Just over 1 year ago now school lunches in our house used to look like the picture on the top. How things have changed! The kids weren't too stoked about it at first and some days they still come home complaining about their lunch, but it is getting easier and I am determined to stick to my guns - this is a battle I WILL win!!

I decided to work out the combined nutritional information in "old vs new" lunches in our house and was a little bit shocked. The old had almost 60g of combined sugar which is equivalent to 13tsp or 1/4 of a cup! Half of this is from the fruit but it is still sugar. I now choose fruit with a lower sugar content and rarely give bananas. The new lunch box has 23g combined sugar = 5 tsp (15g from fruit). The new has 66% less carbs, 50% more protein, is higher in saturated fat and lower in sodium. There is less food but because of the nutritional breakdown, it is just as filling if not more so and it will provide sustained energy - not give energy spikes like the old lunch will.

It is so important to feed kids well in order for them to concentrate in school and have the energy to play at lunchtime and participate in after school activities. Filling them with sugar and carbs is like putting paper on a fire, it will burn fast then go out. Stoke it up with hard-wood and it will burn long and hot. Feed you kids GOOD food - additive free, protein, good fats, veggies, fruit and unrefined carbs. This will fill their bellies, fuel their brains and keep their furnaces burning steadily all day long!

Old Lunch: Fruit yoghurt, potato chips, banana, apple, muesli bar, peanut butter sandwich, afghan.

New Lunch: Kiwifruit, mandarin, hard boiled egg, natural yoghurt with 180Superfood and berries, 180 nut bar, cheese, spelt flour raisin bread with butter and marmite.

This is now a typical day in the life of our kids lunch-boxes. I have found that if they have had a decent breakfast (one with little to no sugar, lots of protein and good fat), they get no where near as hungry at school. I try to fill their lunch boxes with home baking, some sort of meat, veggies, cheese, yoghurt and a bit of fruit. We avoid wheat where we can but I still do baking with Spelt Flour (which is a cousin of wheat, it contains gluten but the protein is more fragile and more easily digested).

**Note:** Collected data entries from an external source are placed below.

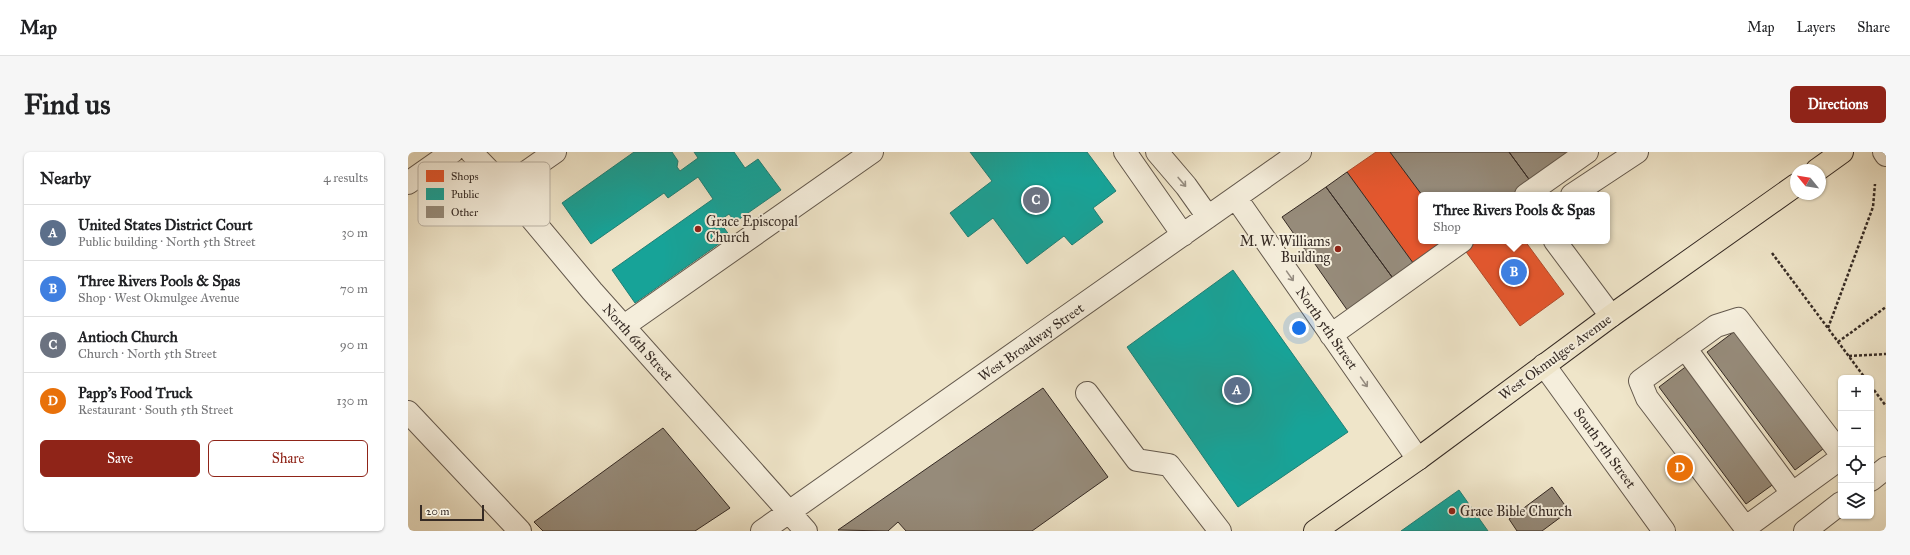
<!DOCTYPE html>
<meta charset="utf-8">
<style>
:root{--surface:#fff;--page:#f6f6f6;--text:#202124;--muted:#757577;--line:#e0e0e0;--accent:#8f2418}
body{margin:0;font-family:"IM FELL Great Primer",serif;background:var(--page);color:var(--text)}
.controls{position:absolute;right:12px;bottom:12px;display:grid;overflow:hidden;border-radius:6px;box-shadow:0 1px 3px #0004}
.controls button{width:36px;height:36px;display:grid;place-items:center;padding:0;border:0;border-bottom:1px solid var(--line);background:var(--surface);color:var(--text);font:20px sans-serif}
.compass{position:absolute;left:1382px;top:12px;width:36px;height:36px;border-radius:50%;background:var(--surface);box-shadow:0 1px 3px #0004;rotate:300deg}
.scale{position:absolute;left:12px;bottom:10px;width:64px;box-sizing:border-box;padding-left:4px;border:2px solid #352a24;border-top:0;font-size:11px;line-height:14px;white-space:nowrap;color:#352a24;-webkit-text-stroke:3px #f5eedc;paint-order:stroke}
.you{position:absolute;left:891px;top:176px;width:14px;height:14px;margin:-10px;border:3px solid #fff;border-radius:50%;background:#1a73e8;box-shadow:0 0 0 6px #1a73e833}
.badge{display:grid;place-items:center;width:26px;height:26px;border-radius:50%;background:var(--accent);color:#fff;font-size:13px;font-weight:700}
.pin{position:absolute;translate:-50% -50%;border:2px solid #fff;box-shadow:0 1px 4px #0006}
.popup{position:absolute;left:1010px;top:40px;width:192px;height:52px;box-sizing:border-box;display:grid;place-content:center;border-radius:6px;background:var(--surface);filter:drop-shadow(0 1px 3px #0005);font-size:13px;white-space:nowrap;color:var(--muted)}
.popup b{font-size:15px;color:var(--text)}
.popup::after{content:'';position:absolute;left:50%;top:100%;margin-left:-8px;border:8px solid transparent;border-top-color:var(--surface)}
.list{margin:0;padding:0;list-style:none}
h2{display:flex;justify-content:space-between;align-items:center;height:52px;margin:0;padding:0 16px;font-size:17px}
h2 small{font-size:13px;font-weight:400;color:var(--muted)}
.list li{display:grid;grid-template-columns:26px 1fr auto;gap:12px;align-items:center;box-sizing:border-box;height:56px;padding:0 16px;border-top:1px solid var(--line)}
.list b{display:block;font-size:15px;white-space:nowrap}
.list p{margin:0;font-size:13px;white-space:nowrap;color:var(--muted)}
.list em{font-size:13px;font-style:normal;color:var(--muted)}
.actions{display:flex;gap:8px;padding:12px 16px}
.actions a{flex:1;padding:9px 0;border:1px solid var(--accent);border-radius:6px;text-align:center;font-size:14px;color:var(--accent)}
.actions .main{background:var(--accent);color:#fff}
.icon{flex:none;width:22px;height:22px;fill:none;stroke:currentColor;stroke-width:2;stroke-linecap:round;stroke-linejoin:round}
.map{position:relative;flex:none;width:1478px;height:379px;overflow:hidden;border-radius:6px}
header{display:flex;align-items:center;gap:24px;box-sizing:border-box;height:56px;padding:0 20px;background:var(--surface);border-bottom:1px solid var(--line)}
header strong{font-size:19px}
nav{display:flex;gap:22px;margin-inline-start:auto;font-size:14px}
.intro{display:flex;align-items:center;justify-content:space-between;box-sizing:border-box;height:96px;padding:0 24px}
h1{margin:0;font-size:28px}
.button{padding:10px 18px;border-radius:6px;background:var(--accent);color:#fff;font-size:14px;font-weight:700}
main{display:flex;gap:24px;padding:0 24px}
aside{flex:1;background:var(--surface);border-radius:6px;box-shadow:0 1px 3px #0004}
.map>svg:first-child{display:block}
.shops{fill:#e4572e;stroke:#b04a2b}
.public{fill:#17a398;stroke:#207f75}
.building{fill:#968b7a;stroke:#352a24}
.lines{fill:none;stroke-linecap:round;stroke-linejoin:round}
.minor-casing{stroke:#64594d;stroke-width:24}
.major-casing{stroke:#352a24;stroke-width:24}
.path{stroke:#352a24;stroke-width:2.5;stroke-dasharray:3 2;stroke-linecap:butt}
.minor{stroke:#f5eedc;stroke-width:22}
.major{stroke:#efe5c9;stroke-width:22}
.oneway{stroke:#958c80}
.poi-dot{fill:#8f2418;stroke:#f5eedc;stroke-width:1.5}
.labels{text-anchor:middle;stroke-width:4;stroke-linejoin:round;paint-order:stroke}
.poi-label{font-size:14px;fill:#352a24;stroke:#f5eedc;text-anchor:start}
.street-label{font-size:14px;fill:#352a24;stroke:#f5eedc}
.key{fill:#f5eedc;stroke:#bbb3a5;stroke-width:1}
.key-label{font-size:11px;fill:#352a24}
</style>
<header>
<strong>Map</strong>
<nav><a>Map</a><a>Layers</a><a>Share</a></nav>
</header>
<div class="intro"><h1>Find us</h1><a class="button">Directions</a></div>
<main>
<aside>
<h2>Nearby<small>4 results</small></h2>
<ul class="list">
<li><span class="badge" style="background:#5c6f8a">A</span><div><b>United States District Court</b><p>Public building · North 5th Street</p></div><em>30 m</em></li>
<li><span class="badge" style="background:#3f7fe0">B</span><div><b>Three Rivers Pools &amp; Spas</b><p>Shop · West Okmulgee Avenue</p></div><em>70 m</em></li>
<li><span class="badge" style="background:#6b7280">C</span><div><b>Antioch Church</b><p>Church · North 5th Street</p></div><em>90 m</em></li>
<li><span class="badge" style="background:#e8710a">D</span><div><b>Papp's Food Truck</b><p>Restaurant · South 5th Street</p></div><em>130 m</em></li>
</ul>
<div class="actions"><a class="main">Save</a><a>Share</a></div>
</aside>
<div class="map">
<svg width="1478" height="379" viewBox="0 0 1478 379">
<rect width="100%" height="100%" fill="#efe5c9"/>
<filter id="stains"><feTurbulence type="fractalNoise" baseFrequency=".005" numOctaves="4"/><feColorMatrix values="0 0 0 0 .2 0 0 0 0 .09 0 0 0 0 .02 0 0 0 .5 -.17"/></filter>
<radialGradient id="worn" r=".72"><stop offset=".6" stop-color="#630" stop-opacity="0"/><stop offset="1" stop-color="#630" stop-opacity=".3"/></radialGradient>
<path class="shops" d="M 968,0 L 982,0 L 1014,43 L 1013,89 L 1042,89 L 1008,115 L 939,20 Z
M 1067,89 L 1117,89 L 1156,142 L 1112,174 L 1056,97 Z"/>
<path class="public" d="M 226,0 L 264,0 L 270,9 L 269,15 L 272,19 L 290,6 L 286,0 L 326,0 L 337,16 L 350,7 L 373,38 L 327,70 L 321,62 L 311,69 L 322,84 L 227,151 L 204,118 L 305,47 L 290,25 L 260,46 L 256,41 L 183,92 L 154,51 Z
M 562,0 L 679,0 L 708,39 L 685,56 L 695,70 L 664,93 L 656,84 L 619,112 L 585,66 L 560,85 L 542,61 L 584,29 Z
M 825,118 L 940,280 L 830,355 L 719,195 Z
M 1051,338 L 1080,379 L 993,379 Z"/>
<path class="building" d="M 982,0 L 1101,0 L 1123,30 L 1105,43 L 1014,43 Z
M 1101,0 L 1160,0 L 1162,3 L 1123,30 Z
M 939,20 L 1008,115 L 987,129 L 918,35 Z
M 918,35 L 987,129 L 942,162 L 874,65 Z
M 1327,179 L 1415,297 L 1387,318 L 1299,200 Z
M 1280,213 L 1367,331 L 1338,352 L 1251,235 Z
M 635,236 L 700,325 L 624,379 L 498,379 L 490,370 L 480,379 L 430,378 Z
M 255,276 L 322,356 L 287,379 L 135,379 L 126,370 Z
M 1144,335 L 1161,359 L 1134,379 L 1109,379 L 1101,367 Z"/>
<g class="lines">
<g class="minor-casing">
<path id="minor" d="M 63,0 L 97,35 L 184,139 L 398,379
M 717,0 L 775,83
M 749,0 L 778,34 L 800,65
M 1476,0 L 1478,3
M 0,31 L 44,0
M 97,35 L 147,0
M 1118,43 L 1179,0
M 1164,43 L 1229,0
M 828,46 L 1010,307
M 1147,89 L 1203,164
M 216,174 L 464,0
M 923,183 L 1054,89
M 1277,196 L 1384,341
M 1136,213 L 1256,379
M 679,241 L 729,308 L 761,313 L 812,379
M 0,260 L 112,379
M 1463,328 L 1478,316
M 1337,376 L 1433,306
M 354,379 L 892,0
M 1340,379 L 1239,246 L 1232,229 L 1308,174 L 1330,167 L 1433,302
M 1397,379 L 1433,351"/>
</g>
<g class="major-casing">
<path id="major" d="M 1409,18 L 1434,0
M 907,379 L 1010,307 L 1203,164 L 1388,33"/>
</g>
<path class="path" d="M 1364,101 L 1457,226
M 1420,176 L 1465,55 L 1467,32
M 1430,190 L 1478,155
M 1441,204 L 1478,202
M 1463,234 L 1478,254"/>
<use href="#minor" class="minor"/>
<use href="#major" class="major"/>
</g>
<defs><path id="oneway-shaft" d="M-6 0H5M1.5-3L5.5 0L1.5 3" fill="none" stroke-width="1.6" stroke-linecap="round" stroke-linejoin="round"/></defs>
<g class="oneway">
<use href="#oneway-shaft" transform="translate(774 30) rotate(50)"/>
<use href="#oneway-shaft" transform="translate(882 124) rotate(55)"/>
<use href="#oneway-shaft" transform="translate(956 230) rotate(55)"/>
</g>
<g class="poi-dot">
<circle cx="290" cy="77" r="4"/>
<circle cx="930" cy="97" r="4"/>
<circle cx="1044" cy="359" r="4"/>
</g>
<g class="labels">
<g class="poi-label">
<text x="298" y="74">Grace Episcopal<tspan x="298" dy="16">Church</tspan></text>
<text x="922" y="94" text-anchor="end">M. W. Williams<tspan x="922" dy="16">Building</tspan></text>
<text x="1052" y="364">Grace Bible Church</text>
</g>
<g class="street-label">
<text transform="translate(919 176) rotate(55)" y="5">North 5th Street</text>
<text transform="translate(230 190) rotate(48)" y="5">North 6th Street</text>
<text transform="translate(623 190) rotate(-35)" y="5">West Broadway Street</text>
<text transform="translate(1147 205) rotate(-36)" y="5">West Okmulgee Avenue</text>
<text transform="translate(1197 296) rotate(54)" y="5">South 5th Street</text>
</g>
</g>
<rect x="10" y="10" width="132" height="64" rx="6" class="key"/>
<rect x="18" y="18" width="18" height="12" fill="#e4572e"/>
<rect x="18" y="36" width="18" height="12" fill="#17a398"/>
<rect x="18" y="54" width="18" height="12" fill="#968b7a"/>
<g class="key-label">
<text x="43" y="28">Shops</text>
<text x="43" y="46">Public</text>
<text x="43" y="64">Other</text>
</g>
<rect width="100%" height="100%" filter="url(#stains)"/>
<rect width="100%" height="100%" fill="url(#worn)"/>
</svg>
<div class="controls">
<button>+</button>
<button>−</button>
<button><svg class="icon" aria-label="locate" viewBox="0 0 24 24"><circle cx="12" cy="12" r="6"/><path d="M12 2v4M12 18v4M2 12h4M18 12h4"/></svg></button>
<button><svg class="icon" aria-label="layers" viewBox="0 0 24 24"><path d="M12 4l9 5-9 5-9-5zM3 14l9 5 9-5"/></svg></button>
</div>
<svg class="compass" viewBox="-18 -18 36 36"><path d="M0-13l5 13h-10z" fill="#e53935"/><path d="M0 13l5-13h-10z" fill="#757577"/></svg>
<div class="scale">20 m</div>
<div class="you"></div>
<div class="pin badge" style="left:829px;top:238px;background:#5c6f8a">A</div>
<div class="pin badge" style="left:1106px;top:120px;background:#3f7fe0">B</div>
<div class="popup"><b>Three Rivers Pools &amp; Spas</b>Shop</div>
<div class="pin badge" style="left:628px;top:48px;background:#6b7280">C</div>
<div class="pin badge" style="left:1272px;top:316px;background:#e8710a">D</div>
</div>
</main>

Spelt is far less refined than wheat and has not had all the "modifications" wheat has undergone over time. I focus on feeding our kids whole-foods - unrefined and as natural as possible. I believe in giving them a range of foods and try to provide them with a balance of veggies, fruit, meats, good fats and unrefined grains. Since this change in diet they are calmer, they concentrate better, eczema has all but gone and they are overall just happier and healthier.

Changing your children's diet can seem like a daunting task at first and it comes with its ups and downs. Sometimes lunchboxes come home hardly touched, after spending hours in preparation this can be a heartbreaking sight. It is hard to compete with Tip Top, Griffins, Cadbury, Bluebird and all the massive corporations that want to control what we feed our kids so they can line their pockets! I believe so strongly in feeding my children good food that I will continue to give them whole-food lunches even when they come home uneaten. It is worth it for their current health and for their capacity to learn now. It is worth it to educate them about where food comes from and to give them the ability make wise food choices now and in the future. It is worth it for their future health, the health of their children and the generations to come. What we eat DOES matter and the sooner we can teach our kids to eat good food the sooner change will happen! "All social change comes from the passion of individuals", be one of those passionate individuals - make a change, this is an investment in your children's future!


Lunch Box Options:

It is a good idea, especially over the summer months, to get a chilli bag for the kids lunch-boxes. This is important if you are going to include meat and yoghurt in their lunch.




  • Carrot sticks
  • Baby cucumbers cut into chunky rounds
  • Cherry tomatoes
  • Capsicum sticks 


  • Good quality gluten free, preservative free cold sausages (if they are large cutting into fingers helps)
  • Boiled eggs or curried eggs
  • Preservative free Salami sticks (canterbury Biltong Bier Sticks are a good option)
  • Leftover cold meatballs
  • Natural yoghurt, 180 powder and berries
  • Natural yoghurt and berries - maybe a drizzle of raw honey and some Coconutty Crunch
  • Cheese sticks - Please do not use processed cheese slices!
  • Mini chicken drums

Baking/snack foods - these options are wheat free, sugar free and full of good fats - providing lasting energy and instead of a quick sugar fix.

  • I do baking, cut it into lunchbox sized pieces and freeze it. Each morning I get a piece out and it is fresh and ready to eat by morning tea.

Fruit - try to keep it seasonal and minimal

  • A small apple
  • Kiwifruit sliced through skin so they can break it and eat with a spoon (you need to remember the spoon!)
  • Mandarin
  • Orange cut almost through into segments
  • Banana (I try to limit these, give small ones or 1/2 a banana)
  • Berries are great over the summer months
  • Plums, peaches, nectarines, chopped pineapple, watermelon, mango - all great summer fruits to include when they are in season.